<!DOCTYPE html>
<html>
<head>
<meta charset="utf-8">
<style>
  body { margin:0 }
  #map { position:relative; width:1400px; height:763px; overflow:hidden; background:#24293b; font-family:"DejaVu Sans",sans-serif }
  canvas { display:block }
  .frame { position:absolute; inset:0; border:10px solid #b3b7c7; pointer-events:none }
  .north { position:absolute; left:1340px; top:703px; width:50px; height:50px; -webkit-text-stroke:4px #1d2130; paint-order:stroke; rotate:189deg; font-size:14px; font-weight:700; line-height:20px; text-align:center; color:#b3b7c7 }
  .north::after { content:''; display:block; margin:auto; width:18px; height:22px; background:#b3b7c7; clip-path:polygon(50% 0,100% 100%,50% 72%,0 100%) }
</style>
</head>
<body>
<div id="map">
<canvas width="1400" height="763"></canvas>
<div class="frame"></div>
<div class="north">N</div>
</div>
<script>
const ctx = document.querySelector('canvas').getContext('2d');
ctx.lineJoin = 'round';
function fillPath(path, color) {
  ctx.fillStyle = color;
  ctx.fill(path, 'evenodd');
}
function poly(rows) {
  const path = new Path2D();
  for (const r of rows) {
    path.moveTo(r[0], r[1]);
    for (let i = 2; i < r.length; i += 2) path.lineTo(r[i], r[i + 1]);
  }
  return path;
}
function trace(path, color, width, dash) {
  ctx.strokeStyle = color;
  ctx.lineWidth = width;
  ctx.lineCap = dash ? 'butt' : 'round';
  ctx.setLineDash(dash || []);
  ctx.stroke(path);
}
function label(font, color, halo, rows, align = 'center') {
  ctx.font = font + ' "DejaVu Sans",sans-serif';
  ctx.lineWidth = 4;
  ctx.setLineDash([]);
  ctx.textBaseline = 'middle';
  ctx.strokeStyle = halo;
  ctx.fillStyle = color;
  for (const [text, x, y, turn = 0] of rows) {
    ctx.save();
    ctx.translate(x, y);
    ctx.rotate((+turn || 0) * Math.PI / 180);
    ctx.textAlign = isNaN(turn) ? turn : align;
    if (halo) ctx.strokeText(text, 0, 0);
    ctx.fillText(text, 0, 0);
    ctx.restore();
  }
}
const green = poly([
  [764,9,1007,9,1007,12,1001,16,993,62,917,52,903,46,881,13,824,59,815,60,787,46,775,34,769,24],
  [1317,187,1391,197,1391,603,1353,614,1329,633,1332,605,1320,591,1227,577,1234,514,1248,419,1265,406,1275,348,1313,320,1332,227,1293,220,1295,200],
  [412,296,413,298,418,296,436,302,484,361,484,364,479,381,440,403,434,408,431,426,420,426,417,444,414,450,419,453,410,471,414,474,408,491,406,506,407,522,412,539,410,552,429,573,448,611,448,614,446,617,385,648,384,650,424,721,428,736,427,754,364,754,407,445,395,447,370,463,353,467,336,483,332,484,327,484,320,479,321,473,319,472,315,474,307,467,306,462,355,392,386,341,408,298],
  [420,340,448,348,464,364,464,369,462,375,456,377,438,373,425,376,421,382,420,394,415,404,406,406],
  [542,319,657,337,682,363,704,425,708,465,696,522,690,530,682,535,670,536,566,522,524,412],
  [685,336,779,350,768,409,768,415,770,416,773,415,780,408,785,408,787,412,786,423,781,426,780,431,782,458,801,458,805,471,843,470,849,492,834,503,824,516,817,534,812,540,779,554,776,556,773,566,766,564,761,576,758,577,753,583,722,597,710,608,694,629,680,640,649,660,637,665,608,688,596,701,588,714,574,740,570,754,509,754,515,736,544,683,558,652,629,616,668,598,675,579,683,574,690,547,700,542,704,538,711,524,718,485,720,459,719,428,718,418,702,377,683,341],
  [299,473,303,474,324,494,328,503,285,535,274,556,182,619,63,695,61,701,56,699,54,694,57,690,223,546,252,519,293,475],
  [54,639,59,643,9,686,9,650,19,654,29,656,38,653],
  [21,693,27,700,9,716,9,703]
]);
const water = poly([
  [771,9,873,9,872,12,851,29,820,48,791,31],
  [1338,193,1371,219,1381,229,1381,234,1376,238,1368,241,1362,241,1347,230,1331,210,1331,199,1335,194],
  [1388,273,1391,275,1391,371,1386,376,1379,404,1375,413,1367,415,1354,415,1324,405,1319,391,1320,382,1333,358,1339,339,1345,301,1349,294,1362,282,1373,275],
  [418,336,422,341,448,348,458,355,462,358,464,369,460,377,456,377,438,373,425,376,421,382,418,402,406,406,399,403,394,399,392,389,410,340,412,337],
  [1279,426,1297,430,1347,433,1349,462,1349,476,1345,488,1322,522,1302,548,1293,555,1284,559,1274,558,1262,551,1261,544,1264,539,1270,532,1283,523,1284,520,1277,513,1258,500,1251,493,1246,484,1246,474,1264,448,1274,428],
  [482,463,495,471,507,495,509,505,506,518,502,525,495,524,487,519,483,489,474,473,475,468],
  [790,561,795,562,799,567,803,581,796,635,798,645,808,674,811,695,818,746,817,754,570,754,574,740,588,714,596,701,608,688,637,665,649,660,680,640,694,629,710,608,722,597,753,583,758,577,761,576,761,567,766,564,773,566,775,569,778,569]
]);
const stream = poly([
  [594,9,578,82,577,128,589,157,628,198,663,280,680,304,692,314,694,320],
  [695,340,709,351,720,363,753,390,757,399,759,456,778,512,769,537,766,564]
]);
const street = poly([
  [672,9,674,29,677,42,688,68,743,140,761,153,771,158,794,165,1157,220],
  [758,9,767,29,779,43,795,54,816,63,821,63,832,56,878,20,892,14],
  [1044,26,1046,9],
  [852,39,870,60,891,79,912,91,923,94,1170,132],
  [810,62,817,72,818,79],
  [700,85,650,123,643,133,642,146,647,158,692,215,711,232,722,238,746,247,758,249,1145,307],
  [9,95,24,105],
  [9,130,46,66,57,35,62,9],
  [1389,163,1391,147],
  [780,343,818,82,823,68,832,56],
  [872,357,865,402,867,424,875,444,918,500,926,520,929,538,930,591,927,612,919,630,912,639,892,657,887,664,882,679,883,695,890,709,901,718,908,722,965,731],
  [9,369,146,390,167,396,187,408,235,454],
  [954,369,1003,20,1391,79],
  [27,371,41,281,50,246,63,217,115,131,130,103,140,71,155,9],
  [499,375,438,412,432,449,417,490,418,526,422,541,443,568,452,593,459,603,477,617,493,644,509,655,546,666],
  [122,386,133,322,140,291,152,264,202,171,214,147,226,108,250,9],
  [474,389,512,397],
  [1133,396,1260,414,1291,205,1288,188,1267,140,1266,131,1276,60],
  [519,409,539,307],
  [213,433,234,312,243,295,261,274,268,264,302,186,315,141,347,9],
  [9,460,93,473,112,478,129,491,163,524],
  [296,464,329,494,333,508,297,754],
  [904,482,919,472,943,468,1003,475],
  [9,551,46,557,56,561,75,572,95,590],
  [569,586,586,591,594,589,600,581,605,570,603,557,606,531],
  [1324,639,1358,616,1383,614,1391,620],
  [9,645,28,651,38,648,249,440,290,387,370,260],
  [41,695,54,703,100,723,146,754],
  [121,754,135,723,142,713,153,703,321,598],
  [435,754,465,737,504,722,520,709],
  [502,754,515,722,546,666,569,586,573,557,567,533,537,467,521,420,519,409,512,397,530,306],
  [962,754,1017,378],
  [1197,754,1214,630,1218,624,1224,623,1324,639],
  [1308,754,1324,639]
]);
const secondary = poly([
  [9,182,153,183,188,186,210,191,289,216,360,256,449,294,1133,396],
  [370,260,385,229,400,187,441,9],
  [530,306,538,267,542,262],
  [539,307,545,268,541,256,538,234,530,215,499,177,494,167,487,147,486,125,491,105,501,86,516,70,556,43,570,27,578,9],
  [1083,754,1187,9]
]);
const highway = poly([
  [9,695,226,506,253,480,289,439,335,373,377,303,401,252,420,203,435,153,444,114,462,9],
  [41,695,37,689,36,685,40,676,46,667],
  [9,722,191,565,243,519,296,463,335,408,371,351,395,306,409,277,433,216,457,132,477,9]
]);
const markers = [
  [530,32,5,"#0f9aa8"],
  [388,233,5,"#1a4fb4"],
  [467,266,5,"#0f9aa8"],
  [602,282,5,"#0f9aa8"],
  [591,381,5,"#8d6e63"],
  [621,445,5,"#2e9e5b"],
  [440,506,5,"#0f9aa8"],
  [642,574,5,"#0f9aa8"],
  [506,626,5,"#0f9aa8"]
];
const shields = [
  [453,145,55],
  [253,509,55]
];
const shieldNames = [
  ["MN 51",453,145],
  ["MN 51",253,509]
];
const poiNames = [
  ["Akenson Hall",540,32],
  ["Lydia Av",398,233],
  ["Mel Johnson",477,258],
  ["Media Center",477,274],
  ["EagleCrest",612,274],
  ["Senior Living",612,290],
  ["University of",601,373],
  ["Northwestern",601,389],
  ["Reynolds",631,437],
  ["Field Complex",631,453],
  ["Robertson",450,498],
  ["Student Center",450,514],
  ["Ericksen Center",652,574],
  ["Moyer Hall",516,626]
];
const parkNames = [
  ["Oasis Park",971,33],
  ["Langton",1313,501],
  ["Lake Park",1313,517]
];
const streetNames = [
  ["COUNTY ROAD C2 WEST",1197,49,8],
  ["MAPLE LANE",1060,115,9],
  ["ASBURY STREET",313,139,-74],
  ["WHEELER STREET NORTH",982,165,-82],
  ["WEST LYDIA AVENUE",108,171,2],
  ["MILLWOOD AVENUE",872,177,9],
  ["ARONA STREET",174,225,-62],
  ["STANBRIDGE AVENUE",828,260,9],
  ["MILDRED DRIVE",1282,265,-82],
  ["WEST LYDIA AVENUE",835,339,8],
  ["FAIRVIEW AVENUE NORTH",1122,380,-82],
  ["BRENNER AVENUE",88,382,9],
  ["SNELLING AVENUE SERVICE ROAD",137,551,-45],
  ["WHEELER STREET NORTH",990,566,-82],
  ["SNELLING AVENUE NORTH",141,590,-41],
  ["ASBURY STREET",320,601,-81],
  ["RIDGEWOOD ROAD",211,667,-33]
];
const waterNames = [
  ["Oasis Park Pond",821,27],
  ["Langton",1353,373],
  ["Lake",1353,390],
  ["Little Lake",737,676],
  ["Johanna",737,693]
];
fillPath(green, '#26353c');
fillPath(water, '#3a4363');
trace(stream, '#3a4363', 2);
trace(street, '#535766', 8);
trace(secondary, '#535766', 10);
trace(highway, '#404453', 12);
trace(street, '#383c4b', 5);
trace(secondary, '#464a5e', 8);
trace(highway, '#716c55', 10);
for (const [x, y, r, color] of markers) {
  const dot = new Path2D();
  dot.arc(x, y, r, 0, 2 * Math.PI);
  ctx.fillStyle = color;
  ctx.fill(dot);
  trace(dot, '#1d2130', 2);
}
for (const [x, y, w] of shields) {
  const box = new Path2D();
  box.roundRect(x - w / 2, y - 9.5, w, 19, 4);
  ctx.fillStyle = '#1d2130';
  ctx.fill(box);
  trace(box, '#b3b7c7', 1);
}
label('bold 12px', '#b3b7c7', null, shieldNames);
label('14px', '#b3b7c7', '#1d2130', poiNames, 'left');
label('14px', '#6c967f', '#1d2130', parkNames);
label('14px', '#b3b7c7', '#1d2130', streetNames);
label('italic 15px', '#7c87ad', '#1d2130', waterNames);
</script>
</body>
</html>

> **TASK TO CARRY OUT**
Pull out the lines above in which the word "Math" appears.

> **EXERCISE RESPONSE**
    ctx.rotate((+turn || 0) * Math.PI / 180);
  dot.arc(x, y, r, 0, 2 * Math.PI);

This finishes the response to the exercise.